What is expected.
In the entries below, count the lines that contain the word "worn" and give only that number.

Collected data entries
^^^^
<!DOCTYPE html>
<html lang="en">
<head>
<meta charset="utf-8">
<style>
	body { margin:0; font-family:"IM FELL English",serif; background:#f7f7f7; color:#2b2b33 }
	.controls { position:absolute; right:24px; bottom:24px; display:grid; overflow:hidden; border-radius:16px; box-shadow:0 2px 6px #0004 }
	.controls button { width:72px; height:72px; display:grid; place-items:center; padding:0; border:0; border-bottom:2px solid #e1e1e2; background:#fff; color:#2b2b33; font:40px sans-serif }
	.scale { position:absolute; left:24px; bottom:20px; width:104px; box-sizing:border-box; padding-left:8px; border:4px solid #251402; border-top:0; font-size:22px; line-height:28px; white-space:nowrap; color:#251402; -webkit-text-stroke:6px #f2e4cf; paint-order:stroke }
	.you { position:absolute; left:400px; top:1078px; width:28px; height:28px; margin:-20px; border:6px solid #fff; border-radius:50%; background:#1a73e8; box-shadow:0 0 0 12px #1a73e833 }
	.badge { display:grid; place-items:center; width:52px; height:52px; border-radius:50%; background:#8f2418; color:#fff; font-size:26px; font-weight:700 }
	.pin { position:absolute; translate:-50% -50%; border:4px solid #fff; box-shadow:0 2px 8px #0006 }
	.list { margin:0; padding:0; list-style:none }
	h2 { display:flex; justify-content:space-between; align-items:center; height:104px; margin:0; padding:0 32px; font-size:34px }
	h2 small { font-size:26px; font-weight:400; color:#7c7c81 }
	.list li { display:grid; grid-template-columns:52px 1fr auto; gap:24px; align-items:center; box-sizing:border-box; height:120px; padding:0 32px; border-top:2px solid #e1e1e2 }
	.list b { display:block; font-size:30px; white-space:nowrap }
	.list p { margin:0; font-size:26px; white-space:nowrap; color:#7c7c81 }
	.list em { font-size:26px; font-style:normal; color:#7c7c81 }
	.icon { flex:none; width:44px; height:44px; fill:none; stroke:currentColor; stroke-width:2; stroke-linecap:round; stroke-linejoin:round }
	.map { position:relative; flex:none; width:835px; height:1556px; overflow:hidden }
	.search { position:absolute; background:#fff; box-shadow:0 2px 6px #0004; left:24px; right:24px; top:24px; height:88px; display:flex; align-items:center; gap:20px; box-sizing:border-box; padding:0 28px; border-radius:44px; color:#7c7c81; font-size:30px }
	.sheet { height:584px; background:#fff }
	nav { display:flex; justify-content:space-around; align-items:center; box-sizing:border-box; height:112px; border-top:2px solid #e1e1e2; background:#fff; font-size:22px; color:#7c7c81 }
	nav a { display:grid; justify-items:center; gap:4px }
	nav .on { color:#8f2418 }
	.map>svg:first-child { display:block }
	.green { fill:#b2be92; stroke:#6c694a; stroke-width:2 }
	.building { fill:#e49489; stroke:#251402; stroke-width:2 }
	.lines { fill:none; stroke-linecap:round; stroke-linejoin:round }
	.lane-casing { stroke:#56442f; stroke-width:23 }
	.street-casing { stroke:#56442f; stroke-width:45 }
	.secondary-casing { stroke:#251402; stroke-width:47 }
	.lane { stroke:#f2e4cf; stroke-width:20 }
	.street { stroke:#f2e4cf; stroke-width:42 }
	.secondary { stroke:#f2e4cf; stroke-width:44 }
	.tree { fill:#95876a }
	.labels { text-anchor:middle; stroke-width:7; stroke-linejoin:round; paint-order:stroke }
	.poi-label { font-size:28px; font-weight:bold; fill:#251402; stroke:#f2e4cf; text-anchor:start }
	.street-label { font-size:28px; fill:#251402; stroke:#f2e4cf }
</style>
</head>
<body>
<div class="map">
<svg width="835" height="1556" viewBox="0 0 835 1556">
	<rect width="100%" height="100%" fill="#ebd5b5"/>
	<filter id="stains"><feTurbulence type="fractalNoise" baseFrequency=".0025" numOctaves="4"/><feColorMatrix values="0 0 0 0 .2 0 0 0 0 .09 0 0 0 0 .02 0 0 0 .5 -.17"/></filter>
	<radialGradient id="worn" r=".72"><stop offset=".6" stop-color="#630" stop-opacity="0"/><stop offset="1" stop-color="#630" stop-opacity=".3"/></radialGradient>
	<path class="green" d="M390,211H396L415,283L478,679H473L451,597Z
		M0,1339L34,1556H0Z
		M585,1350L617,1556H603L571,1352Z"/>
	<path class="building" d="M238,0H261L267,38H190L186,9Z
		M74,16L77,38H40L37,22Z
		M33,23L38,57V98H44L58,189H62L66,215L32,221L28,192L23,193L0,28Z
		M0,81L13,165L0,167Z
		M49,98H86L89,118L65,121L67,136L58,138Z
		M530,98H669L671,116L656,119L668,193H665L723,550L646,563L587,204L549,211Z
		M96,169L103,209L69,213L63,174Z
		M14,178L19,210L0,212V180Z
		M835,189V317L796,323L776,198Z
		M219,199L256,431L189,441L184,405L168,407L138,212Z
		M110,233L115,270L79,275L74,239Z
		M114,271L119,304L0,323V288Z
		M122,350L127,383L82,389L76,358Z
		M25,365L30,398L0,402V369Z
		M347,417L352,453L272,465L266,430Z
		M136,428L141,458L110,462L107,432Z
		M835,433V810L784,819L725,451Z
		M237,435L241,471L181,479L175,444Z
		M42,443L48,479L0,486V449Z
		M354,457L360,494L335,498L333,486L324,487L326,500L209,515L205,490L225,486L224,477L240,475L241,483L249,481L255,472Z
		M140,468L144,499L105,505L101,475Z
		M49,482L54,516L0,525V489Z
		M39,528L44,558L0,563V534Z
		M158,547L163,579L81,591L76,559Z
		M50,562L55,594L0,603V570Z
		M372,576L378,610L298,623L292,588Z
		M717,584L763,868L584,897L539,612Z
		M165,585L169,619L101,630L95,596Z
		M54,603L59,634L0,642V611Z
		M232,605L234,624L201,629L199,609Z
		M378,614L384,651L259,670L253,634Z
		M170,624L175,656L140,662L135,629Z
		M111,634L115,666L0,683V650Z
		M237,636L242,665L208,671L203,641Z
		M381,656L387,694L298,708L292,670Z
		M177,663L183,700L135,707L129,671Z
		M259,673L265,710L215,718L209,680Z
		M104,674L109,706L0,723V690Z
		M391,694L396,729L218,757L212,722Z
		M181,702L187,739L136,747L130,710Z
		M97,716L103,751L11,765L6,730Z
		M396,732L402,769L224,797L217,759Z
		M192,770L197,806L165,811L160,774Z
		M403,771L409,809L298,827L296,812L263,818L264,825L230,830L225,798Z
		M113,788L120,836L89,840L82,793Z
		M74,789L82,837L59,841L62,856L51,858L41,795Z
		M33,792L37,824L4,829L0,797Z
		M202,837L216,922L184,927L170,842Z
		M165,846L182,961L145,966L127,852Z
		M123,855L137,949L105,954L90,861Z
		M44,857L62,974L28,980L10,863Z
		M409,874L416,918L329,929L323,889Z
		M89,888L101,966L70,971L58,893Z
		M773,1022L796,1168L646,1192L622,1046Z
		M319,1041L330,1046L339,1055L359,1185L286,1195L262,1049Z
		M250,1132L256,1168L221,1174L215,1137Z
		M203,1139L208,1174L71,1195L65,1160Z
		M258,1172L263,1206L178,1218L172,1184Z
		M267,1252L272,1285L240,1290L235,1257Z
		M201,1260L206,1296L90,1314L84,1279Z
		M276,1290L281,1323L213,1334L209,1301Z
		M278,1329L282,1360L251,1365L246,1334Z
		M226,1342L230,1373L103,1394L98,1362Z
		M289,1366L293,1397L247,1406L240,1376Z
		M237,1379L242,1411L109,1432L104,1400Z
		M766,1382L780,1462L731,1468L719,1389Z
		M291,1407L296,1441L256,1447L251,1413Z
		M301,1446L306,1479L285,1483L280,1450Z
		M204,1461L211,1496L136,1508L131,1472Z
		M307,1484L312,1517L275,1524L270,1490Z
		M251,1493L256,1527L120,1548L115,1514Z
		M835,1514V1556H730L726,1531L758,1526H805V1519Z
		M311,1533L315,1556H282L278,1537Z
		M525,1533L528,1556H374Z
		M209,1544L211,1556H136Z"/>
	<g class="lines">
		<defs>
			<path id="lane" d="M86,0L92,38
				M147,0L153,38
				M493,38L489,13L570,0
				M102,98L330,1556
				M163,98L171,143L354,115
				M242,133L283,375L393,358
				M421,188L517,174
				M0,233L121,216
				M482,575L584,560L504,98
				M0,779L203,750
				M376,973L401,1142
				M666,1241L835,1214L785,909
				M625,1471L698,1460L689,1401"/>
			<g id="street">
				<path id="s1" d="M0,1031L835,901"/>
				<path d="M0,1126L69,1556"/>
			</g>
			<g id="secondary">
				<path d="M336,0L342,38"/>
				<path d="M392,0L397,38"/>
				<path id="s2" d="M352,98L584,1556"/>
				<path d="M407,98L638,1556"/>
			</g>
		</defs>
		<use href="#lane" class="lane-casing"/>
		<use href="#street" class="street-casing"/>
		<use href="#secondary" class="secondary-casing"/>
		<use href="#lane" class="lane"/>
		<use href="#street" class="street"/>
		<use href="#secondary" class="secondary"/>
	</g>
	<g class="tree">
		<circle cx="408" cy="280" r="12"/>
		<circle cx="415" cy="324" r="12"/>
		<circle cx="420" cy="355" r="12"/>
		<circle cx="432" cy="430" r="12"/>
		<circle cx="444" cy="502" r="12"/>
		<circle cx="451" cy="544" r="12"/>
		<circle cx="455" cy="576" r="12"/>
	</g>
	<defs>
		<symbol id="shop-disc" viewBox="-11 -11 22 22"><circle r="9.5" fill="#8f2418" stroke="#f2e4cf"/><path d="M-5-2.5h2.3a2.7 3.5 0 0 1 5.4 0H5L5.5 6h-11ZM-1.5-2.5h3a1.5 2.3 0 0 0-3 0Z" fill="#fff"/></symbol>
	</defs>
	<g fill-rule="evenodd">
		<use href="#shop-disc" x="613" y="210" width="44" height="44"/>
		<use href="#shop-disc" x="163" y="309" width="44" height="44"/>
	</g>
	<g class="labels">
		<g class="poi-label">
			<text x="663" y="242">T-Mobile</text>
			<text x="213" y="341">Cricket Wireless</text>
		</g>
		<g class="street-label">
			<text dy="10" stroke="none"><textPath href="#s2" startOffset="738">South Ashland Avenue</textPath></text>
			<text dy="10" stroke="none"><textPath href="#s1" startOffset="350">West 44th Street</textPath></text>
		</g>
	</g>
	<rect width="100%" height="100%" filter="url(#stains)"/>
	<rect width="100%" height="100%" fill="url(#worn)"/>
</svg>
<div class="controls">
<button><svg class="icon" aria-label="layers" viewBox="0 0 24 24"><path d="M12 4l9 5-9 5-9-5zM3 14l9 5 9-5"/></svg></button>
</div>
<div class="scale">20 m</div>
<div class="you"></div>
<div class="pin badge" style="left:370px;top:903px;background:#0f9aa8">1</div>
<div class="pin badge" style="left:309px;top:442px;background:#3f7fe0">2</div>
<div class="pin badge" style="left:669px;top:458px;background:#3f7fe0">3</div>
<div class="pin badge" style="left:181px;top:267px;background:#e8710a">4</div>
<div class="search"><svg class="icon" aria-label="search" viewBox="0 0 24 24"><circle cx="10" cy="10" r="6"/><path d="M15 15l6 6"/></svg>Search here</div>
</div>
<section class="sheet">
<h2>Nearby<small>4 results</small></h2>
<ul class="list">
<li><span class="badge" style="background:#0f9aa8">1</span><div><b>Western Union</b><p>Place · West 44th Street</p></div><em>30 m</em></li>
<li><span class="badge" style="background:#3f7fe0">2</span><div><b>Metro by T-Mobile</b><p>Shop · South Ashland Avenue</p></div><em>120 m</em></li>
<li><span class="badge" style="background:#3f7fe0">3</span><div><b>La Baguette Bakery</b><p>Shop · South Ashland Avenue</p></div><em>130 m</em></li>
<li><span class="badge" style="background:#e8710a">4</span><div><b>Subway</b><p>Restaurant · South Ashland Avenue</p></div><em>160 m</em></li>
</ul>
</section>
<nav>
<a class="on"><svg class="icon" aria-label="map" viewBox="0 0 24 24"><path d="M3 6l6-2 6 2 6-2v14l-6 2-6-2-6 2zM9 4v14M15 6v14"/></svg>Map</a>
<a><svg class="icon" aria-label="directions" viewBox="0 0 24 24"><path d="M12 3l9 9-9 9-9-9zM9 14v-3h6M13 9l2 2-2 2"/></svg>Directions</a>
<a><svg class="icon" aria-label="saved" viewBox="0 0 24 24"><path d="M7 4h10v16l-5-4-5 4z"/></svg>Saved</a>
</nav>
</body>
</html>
^^^^
Output for this task.
2